「…なるほど、これは大変なことです。」
巷を騒がせる犯罪者がマスターでキャスターも狂人となれば、惨劇へのシナリオが揃うわけだ。
「どうしようか。アイリさんたちも動くみたい。」
王さまの陣営と組んだのはいいが、令呪を消費した。私がアイリさんの命令を一度聞くようにと命令された。無論、相手陣営にも同様の条件を負わせている。
他にも
・遠坂時臣の殺害の禁止。
・関係者への攻撃の禁止。
こういったルールを双方に負わせたらしい。念話で相談されたから許可したけれど…。どうにも嫌な予感がする。しかし、終わってしまったことを蒸し返すのも建設的なものではない。
「しかし、私のような貧弱なサーヴァントにとって一画の令呪は一山の黄金のような価値を持ちます。」
残る令呪は1つだけ。ホテルが倒壊するほどの争いが繰り広げられている現在、手札が多いことに越したことはない。
「あちらからの情報だとセイバーをジャンヌダルクと勘違いして狙っているらしい。」
私の王さまを彼の聖人と勘違い…?狙うのは子供ばかり。性別も関係なく、ひたすら子供を害する。訳がわからない。1つわかるのは相手が正気ではないということ。…なら、試してみようかな。
「ダゴネット、セイバーに化けられる?」
「できますよ。ただ、サーヴァントに化けるとなると相手に警戒されるかもしれません。なるべく、警戒を解いて急襲したいところです。」
仕留めるなら一撃で。戦闘が目的ではない。非力な私が目指すのは一方的な殺しだ。
「そっか。そうだよね。」
相手が狂人だと何をしてくるかわからない。それは、とても恐ろしいこと。
「私も警戒網を広げてみるよ。」
…虫を頼るわけですか。まぁ、他に方法があるわけではありませんが。それでも無理だけは禁物です。相手はキャスター。直接対決ならわからないが、陣地の防衛に関しては一流のクラスだ。

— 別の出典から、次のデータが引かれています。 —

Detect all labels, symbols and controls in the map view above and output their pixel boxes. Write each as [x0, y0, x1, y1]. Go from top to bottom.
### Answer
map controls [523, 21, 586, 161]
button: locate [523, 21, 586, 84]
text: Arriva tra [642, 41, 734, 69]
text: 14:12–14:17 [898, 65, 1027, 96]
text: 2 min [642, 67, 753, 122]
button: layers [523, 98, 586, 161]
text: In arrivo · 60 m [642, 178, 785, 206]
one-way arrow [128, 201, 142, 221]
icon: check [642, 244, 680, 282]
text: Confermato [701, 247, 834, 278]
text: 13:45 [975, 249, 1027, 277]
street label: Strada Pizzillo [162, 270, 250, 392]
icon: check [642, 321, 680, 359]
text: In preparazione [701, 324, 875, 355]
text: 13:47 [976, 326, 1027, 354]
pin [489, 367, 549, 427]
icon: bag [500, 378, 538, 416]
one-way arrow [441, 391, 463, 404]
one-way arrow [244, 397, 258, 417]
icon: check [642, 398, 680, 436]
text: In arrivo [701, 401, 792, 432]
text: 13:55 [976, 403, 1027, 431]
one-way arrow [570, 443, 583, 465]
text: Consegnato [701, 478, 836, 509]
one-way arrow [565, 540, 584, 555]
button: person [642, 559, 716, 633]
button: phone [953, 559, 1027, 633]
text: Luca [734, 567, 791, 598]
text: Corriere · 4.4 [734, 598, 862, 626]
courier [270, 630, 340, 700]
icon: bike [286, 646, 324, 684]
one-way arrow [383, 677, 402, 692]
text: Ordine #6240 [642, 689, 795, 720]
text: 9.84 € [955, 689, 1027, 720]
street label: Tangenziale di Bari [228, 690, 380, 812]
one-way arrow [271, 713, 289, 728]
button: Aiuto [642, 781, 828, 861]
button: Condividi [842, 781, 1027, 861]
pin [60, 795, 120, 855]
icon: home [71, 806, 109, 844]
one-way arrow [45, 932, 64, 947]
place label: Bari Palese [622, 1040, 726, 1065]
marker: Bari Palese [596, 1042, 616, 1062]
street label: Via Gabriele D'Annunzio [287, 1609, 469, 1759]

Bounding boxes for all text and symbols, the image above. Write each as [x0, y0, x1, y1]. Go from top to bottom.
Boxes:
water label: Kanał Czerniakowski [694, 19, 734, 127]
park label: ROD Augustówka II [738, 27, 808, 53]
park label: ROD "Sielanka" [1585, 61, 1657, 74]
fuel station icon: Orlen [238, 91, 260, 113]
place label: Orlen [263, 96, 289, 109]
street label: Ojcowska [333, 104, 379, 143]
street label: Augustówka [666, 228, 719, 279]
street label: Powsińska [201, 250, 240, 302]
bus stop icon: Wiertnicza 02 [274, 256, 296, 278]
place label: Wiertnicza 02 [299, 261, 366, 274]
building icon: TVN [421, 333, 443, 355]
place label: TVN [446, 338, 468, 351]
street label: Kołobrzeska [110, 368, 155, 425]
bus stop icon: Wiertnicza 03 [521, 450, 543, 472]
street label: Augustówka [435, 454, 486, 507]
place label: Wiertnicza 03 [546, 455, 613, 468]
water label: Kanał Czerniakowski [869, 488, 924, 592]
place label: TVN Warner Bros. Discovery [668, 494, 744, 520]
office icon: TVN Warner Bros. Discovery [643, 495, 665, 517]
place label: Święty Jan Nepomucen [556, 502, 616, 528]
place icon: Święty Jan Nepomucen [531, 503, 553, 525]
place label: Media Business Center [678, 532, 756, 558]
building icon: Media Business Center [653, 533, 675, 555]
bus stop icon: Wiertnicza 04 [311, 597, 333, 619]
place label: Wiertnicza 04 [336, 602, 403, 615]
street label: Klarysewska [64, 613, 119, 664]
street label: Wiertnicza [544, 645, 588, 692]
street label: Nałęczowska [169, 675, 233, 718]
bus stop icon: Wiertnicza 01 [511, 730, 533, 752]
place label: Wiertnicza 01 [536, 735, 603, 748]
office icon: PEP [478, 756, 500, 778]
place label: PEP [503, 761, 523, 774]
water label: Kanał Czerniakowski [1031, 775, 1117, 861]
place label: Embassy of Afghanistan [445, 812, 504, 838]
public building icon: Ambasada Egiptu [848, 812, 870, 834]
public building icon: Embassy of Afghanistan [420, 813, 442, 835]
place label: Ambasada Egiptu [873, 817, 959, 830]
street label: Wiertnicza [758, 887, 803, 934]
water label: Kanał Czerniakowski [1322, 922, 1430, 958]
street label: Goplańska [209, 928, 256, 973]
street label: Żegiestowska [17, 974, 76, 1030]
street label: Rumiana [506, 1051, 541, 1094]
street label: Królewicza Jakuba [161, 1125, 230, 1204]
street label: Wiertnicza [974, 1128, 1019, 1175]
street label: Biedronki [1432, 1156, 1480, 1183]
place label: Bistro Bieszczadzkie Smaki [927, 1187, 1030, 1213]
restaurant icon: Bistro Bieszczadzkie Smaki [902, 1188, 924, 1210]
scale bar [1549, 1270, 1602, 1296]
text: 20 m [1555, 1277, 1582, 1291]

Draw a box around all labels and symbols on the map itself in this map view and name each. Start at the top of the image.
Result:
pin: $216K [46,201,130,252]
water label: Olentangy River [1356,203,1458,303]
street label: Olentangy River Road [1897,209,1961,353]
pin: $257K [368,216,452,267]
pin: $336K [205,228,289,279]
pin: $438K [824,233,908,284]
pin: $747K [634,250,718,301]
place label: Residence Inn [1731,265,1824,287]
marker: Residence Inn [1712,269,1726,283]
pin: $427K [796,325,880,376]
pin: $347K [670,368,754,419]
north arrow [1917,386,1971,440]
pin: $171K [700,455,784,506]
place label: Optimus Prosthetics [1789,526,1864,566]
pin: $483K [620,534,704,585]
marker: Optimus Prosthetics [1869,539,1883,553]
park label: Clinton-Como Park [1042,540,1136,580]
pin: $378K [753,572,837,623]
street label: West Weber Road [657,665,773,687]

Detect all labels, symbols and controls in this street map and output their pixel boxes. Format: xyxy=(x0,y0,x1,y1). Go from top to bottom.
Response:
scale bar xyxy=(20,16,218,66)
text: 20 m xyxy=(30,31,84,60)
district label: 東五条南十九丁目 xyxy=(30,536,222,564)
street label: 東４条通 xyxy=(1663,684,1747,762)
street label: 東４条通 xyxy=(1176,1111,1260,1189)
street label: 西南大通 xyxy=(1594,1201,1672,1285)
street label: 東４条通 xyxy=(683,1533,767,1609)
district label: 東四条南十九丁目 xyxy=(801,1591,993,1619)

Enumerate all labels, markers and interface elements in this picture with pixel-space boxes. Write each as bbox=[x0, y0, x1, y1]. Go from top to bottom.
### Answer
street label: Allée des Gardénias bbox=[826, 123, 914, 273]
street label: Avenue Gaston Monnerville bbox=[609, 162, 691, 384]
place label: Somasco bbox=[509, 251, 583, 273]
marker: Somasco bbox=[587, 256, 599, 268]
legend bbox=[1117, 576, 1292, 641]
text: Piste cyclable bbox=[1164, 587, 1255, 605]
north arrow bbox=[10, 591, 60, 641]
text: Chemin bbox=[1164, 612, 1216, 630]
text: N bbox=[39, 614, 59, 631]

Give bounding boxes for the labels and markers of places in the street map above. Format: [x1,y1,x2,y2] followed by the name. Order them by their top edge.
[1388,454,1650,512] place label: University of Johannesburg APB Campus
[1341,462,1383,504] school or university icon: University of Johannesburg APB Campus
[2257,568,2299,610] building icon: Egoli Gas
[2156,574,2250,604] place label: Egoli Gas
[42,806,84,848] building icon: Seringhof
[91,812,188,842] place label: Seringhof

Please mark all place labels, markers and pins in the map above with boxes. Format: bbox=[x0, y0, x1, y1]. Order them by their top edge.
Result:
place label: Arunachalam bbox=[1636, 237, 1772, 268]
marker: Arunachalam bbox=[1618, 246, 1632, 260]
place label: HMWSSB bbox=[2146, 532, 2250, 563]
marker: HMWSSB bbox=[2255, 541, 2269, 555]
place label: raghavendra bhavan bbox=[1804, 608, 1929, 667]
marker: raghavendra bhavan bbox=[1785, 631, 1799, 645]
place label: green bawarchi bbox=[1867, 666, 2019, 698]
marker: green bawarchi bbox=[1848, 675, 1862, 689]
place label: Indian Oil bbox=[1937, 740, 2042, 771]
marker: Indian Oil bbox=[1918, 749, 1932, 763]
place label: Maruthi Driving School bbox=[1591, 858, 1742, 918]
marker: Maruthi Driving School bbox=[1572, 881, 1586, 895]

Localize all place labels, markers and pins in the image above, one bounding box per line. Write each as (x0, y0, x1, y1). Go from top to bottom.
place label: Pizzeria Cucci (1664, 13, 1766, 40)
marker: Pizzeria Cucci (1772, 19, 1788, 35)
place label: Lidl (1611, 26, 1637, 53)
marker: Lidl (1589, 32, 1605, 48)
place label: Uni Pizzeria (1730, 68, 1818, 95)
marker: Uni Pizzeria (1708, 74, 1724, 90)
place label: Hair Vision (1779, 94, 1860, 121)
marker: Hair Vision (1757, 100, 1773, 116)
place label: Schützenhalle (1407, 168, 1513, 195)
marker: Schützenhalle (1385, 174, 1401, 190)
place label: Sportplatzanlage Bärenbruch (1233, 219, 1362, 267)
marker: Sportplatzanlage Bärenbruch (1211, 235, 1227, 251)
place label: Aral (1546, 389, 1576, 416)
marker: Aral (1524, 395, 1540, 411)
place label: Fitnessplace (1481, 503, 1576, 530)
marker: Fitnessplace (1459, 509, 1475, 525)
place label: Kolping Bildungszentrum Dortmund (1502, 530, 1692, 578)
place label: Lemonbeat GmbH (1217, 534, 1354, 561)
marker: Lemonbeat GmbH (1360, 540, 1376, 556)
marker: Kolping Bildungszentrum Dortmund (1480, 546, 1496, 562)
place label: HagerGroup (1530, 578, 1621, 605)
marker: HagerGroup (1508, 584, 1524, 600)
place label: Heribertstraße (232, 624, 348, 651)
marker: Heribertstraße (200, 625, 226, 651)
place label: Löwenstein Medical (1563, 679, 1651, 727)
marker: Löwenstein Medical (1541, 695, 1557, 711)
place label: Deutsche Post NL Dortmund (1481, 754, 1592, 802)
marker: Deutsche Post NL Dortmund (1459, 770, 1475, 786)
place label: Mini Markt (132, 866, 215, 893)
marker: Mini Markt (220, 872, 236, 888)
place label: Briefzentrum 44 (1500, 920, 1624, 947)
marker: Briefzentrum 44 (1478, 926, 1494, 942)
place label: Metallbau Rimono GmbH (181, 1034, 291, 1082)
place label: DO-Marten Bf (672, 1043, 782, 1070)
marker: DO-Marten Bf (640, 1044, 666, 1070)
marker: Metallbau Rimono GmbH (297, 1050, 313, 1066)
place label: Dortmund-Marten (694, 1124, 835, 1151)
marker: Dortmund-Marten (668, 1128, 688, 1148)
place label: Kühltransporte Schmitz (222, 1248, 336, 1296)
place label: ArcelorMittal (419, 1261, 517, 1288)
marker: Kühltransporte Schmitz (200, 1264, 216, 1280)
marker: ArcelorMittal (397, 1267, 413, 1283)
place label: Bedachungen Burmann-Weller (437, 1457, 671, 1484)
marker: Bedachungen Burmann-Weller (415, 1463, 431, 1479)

「子供を狙うなんて許せない。それに万が一にも凛ちゃんや桜ちゃんの友達に何かあったりしたら…。」
なるほど。それは、考えが及ばなかった。確かに彼女たち姉妹の幸福を考えたならば交遊関係も大切な部分だ。マスターは善良だ。こんな家で育ったからか欠けている部分も見えるけれど、それは今後に期待するとしよう。
「…桜ちゃん。ちょっといい?」
どうせ騙すのなら完璧に騙そう。化けるにしても対象を具体的にイメージする必要がある。そうでないと、ずれが大きくなってしまう。
「どうしたの?」
こらこら、流れるように人様の仮面を勝手に剥がそうとするんじゃありません。…まぁ、いいけれど。